PROBLEM REQUIREMENTS
What is needed is the number of lines in the data below that include "Төртінші", stated by itself.

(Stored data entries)
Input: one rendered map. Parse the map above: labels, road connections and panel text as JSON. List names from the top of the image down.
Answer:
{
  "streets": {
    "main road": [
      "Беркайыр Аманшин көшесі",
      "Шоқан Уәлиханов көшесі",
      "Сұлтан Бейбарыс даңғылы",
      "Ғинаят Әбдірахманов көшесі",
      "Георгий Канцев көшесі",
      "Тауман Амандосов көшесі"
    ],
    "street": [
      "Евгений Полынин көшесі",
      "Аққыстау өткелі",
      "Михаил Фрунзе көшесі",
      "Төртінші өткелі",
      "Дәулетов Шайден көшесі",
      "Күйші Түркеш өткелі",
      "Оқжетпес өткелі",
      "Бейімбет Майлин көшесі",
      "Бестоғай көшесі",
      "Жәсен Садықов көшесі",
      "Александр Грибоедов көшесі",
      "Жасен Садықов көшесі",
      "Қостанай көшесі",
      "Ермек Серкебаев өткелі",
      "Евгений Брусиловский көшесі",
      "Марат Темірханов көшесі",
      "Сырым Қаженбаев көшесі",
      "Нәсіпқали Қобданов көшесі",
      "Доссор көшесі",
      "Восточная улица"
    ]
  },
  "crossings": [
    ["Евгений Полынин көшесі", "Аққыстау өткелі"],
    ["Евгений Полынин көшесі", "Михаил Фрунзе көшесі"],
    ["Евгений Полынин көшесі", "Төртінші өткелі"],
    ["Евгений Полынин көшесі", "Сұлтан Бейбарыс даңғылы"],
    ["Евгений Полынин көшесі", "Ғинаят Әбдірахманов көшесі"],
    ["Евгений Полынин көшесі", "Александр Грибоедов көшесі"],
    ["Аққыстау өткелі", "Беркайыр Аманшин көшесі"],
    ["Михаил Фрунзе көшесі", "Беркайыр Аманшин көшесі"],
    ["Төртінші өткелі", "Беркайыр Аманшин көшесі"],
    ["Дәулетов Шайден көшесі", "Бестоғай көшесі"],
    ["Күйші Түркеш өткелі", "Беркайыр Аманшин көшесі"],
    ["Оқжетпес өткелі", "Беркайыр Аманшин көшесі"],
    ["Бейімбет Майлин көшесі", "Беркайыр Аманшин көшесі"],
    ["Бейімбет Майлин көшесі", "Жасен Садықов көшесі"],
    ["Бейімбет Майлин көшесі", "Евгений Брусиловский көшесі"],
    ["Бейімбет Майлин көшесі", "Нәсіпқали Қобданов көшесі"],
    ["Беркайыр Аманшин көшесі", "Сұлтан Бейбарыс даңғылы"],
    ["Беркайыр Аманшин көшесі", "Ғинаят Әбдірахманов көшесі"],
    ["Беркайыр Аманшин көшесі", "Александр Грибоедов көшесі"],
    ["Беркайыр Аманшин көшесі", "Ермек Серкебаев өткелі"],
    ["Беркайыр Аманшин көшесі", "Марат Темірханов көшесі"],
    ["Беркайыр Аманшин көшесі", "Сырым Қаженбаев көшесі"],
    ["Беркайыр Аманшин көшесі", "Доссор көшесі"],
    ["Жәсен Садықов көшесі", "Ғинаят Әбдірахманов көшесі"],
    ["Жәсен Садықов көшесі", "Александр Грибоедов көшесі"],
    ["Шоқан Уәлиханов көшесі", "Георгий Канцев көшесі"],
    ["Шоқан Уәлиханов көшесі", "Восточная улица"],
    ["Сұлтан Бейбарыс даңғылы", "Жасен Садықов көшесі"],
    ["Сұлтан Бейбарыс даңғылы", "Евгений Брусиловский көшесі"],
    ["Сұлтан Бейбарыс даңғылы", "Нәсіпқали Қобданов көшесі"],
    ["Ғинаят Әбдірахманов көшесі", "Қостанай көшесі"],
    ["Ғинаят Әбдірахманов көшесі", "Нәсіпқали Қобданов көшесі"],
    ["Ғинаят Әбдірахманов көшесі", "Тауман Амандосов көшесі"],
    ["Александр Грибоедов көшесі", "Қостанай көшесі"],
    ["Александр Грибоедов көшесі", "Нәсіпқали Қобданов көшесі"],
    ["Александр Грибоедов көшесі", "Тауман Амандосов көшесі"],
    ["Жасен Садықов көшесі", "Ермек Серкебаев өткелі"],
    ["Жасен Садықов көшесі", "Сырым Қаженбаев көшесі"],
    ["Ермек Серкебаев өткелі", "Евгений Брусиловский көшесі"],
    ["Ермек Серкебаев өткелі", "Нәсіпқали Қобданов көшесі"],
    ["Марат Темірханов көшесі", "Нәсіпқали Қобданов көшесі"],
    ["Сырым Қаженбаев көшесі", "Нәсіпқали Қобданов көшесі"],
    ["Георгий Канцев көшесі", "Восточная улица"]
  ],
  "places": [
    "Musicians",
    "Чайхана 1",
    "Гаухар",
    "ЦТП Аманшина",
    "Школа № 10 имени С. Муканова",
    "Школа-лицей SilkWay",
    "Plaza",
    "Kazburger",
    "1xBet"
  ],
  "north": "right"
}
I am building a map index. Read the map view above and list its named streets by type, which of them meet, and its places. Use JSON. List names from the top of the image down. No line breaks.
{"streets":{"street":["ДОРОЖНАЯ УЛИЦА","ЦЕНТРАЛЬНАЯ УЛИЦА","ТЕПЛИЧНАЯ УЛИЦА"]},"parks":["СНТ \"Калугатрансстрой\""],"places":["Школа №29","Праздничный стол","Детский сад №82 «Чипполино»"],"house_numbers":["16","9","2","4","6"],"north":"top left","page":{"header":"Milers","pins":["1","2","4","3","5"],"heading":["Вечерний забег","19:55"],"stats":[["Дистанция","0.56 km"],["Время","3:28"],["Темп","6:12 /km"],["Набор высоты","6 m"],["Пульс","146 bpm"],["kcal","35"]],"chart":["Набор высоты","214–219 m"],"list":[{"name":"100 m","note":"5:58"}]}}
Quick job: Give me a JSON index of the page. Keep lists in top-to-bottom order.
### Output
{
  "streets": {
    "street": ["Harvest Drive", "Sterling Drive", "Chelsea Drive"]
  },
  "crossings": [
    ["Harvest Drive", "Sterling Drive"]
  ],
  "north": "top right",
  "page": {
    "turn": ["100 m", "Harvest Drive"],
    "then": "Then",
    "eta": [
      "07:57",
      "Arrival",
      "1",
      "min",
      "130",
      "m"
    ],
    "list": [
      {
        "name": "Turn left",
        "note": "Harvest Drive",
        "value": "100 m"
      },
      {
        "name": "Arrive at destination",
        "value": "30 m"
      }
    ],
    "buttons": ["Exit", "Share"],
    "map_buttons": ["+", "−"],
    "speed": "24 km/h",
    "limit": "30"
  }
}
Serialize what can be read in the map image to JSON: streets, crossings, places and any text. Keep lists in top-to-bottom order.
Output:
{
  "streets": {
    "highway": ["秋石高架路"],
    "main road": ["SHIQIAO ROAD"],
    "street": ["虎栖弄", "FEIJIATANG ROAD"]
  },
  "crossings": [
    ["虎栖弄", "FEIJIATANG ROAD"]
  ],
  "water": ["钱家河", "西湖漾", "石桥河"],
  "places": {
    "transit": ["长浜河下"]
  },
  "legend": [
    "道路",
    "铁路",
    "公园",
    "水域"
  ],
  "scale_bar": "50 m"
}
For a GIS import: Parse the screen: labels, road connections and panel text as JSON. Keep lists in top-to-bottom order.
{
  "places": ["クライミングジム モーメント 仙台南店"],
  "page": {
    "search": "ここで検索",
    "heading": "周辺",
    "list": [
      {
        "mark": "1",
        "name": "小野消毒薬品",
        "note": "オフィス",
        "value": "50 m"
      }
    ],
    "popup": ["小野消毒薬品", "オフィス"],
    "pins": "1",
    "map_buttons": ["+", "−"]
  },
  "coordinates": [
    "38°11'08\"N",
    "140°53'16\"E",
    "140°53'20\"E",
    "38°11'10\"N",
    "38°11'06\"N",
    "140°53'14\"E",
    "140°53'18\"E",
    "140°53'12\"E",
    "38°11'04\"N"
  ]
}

SOLUTION
3